Assignment 3 comment advice

The multiple regression and the simple regression give you different numbers for the effect of fertilizer on yield. Here are some ideas that you can use in your comment:

  1. Rain and fertilizer and correlated in the data (from part 2 of your answer).
  2. The difference in rain, between plots that had a lot of fertilizer and plots that had a little, may have contributed to the effect that fertilizer showed in the simple regression.
  3. The multiple regression tried to separate the effects of fertilizer and rain. It gave some of the effect on yield to rain, taking it away from fertilizer.
  4. If your rain coefficient in the multiple regression was not statistically significant, the difference between the fertilizer coefficients in the two methods is not be significant either. The difference is "within the margin of error," as the pollsters like to say.
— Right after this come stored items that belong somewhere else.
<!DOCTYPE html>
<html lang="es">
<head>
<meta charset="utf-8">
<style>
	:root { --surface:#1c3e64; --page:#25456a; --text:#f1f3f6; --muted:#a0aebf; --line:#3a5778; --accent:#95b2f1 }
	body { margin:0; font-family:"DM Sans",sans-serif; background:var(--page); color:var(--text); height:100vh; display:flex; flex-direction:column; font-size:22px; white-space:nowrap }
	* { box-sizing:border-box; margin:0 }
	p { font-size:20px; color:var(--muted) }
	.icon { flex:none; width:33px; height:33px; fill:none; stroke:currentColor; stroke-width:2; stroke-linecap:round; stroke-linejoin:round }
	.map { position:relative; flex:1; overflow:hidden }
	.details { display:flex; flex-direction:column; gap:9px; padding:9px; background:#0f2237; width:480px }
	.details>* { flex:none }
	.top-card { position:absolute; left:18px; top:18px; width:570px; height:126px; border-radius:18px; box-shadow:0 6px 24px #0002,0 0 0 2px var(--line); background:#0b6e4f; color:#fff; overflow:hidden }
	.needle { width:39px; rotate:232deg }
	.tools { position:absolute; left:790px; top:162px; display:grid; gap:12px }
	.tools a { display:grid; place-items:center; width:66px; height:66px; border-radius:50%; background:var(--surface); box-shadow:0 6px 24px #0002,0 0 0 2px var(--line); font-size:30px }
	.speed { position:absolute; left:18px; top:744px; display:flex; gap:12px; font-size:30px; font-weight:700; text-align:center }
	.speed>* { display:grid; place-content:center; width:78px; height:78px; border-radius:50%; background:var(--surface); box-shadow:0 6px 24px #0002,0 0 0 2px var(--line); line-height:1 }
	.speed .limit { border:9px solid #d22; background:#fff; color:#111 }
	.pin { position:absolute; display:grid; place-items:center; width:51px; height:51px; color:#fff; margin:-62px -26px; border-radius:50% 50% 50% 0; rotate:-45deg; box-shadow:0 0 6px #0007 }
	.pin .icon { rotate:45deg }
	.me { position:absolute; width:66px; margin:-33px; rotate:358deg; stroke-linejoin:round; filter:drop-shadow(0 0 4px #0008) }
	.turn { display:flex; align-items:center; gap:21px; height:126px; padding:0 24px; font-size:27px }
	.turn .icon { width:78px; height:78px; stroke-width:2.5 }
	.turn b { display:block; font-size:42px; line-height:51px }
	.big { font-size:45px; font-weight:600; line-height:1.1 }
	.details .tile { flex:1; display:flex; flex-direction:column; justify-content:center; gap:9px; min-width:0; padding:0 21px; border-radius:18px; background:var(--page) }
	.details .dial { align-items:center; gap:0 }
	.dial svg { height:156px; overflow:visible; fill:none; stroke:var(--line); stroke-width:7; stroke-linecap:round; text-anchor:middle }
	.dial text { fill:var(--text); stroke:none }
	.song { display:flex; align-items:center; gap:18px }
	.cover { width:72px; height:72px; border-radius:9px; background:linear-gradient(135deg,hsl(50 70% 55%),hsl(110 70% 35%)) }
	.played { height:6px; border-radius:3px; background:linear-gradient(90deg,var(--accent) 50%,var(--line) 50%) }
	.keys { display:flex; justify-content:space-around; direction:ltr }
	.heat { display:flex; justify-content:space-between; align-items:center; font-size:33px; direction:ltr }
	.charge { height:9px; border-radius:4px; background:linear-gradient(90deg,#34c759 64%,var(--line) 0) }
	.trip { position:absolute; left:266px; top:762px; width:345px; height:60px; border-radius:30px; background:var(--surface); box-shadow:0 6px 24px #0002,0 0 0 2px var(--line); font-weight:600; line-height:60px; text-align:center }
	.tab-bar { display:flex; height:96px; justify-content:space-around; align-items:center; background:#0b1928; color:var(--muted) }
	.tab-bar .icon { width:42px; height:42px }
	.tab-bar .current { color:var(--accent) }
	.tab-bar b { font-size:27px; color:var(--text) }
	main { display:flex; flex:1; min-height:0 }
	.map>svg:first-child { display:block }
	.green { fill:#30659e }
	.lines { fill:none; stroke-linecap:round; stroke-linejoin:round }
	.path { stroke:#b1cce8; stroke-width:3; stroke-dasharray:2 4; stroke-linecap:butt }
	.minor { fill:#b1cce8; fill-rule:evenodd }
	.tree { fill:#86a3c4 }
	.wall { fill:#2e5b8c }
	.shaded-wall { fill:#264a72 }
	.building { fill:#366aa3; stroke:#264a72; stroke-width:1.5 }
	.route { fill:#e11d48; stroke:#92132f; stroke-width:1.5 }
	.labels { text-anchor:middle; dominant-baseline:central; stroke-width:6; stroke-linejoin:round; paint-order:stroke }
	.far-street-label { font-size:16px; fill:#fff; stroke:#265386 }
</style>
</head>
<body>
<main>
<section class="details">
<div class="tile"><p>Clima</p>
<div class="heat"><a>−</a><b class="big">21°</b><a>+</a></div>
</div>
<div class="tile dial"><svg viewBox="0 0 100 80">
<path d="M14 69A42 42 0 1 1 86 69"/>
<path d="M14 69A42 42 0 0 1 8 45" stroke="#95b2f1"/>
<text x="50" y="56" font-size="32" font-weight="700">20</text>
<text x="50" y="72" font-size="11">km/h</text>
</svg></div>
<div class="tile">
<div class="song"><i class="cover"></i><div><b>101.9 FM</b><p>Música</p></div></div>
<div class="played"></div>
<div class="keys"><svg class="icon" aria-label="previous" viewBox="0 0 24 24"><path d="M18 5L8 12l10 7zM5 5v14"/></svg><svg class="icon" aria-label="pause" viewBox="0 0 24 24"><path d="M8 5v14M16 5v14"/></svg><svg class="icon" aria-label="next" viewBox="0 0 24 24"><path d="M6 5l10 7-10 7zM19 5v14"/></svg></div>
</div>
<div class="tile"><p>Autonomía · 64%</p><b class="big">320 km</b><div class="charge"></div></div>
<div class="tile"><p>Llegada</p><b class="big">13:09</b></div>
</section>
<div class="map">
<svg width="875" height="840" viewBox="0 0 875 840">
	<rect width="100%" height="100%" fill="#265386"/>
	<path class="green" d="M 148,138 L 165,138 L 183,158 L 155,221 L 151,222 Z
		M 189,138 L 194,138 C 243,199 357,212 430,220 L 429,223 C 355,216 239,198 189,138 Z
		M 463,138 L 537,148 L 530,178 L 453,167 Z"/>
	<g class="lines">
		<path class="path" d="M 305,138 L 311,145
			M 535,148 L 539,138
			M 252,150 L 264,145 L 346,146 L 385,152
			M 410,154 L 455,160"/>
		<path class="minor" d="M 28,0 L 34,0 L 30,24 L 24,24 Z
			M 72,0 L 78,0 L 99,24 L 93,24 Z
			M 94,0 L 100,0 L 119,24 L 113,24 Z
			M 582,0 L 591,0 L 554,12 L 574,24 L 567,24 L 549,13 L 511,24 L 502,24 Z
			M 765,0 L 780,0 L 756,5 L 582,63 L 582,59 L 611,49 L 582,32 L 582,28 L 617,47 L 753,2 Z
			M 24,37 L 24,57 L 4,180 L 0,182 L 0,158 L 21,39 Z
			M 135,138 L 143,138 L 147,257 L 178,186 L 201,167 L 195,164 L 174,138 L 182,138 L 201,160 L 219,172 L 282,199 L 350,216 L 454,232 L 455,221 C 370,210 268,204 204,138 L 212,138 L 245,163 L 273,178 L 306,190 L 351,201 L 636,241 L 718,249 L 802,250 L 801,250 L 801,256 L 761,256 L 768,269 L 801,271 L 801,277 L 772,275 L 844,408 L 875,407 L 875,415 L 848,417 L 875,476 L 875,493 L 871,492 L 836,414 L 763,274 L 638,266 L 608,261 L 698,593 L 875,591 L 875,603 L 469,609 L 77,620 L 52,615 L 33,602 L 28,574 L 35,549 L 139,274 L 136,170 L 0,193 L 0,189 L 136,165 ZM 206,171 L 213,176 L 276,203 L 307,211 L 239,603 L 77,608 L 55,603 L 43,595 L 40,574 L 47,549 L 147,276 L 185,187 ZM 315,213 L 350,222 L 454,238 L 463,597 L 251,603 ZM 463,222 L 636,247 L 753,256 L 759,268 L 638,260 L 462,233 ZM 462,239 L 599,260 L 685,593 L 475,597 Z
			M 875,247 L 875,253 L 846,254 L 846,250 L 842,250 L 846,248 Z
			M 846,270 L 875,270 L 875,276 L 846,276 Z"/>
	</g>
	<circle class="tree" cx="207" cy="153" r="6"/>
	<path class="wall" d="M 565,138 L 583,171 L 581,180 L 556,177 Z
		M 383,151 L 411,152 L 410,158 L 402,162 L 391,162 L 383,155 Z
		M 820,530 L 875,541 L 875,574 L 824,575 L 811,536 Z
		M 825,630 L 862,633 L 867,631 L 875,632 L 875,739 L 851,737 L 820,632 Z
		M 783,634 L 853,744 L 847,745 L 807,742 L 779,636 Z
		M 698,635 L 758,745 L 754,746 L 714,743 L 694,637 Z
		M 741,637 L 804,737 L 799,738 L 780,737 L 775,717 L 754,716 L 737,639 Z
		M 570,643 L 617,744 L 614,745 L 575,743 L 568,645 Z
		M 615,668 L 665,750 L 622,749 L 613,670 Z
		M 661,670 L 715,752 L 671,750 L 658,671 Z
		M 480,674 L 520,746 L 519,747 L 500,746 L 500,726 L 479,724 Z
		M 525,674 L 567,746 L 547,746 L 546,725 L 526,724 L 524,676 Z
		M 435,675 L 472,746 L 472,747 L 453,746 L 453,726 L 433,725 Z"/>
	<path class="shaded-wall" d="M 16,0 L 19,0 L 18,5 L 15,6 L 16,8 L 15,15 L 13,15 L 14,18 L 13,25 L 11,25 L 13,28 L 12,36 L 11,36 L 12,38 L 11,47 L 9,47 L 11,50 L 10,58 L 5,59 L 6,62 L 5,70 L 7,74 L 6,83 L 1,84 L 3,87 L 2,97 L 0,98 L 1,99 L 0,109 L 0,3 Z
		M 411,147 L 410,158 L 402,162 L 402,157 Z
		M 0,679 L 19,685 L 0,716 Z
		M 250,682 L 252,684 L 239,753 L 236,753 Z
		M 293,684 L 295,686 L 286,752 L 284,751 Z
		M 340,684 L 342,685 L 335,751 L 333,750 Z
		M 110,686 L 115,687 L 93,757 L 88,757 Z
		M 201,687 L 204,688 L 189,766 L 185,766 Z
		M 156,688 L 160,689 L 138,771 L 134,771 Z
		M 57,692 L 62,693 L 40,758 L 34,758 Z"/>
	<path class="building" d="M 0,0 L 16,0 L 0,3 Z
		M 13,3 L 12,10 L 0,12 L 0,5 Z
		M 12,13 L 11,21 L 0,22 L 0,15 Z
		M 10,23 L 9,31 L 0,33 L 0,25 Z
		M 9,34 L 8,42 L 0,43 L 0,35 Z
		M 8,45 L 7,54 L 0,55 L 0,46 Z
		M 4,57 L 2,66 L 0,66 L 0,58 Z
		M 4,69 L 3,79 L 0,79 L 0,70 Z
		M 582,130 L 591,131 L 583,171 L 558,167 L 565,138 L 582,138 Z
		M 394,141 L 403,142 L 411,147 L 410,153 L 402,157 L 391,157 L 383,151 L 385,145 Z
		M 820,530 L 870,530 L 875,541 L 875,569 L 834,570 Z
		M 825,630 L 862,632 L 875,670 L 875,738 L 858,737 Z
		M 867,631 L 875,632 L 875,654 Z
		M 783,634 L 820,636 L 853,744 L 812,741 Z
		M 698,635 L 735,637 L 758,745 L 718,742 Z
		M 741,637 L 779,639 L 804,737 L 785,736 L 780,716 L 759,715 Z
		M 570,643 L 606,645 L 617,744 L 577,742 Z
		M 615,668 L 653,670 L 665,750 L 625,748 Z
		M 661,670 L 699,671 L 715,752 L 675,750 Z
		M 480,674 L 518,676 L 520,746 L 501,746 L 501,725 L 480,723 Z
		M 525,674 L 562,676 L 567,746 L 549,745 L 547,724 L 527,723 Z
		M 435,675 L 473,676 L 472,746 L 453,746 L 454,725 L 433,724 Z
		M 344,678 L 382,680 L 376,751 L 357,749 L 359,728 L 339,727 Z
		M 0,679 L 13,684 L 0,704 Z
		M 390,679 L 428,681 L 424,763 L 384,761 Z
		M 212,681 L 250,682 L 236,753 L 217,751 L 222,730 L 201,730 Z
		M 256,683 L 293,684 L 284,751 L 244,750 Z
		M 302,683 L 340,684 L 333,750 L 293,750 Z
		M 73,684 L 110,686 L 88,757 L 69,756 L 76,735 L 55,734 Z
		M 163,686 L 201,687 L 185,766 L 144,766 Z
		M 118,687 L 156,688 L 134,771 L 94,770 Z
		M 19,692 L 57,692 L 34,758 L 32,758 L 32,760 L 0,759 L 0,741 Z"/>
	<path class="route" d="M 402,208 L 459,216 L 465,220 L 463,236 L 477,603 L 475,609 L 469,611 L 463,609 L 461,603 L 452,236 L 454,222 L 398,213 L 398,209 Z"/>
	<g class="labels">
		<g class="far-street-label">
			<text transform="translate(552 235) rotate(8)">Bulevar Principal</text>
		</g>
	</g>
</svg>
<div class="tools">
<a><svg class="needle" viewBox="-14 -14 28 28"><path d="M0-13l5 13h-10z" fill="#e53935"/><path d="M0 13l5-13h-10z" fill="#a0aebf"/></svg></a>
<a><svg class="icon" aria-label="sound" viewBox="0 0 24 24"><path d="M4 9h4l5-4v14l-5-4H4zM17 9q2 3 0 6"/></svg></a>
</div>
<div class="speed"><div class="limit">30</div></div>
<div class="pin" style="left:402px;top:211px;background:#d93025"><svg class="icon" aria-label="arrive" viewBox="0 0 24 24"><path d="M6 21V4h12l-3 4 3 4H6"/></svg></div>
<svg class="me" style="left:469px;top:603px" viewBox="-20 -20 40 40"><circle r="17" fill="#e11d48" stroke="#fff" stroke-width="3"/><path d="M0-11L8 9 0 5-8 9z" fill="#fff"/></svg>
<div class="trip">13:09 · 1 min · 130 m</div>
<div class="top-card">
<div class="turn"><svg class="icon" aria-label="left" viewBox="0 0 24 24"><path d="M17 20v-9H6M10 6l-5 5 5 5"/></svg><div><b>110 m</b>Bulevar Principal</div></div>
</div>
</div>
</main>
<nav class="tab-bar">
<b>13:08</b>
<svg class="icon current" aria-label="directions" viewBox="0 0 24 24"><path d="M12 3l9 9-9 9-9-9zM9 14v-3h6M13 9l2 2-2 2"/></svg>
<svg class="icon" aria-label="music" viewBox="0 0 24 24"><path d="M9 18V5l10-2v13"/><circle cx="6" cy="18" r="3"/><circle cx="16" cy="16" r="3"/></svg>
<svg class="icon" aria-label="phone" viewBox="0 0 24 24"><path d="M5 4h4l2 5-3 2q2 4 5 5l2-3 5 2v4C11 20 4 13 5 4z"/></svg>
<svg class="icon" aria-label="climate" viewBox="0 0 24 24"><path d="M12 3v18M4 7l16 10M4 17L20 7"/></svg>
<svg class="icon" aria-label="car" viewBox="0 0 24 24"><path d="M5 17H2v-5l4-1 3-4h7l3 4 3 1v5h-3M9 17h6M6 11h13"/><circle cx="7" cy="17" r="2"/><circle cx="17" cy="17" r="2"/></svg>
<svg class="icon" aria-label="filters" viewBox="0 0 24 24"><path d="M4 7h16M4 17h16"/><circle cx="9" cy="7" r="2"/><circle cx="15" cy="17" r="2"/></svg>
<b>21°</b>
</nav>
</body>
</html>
To explain the difference in prediction between the two methods, you can use these ideas, in addition to (or instead of) the ideas in the booklet:

  1. Rain and fertilizer and correlated in the data (from part 2 of your answer).
  2. The simple regression "expects" that the rain and fertilizer will continue to move together. This means that if you give a plot 800 pounds of fertilizer, the simple regression expects it to get 30 inches of rain. (Can you do better than my vague term "expects"? )
  3. You were predicting for 800 pounds of fertilizer but only 20 inches of rain. The simple regression could not deal with that. The multiple regression could.
  4. If your rain coefficient is not statistically significant, the difference between the two predictions will not be statistically significant either. If you compare the confidence intervals of the predictions, you'll see that each prediction is inside the other prediction's 95% confidence interval.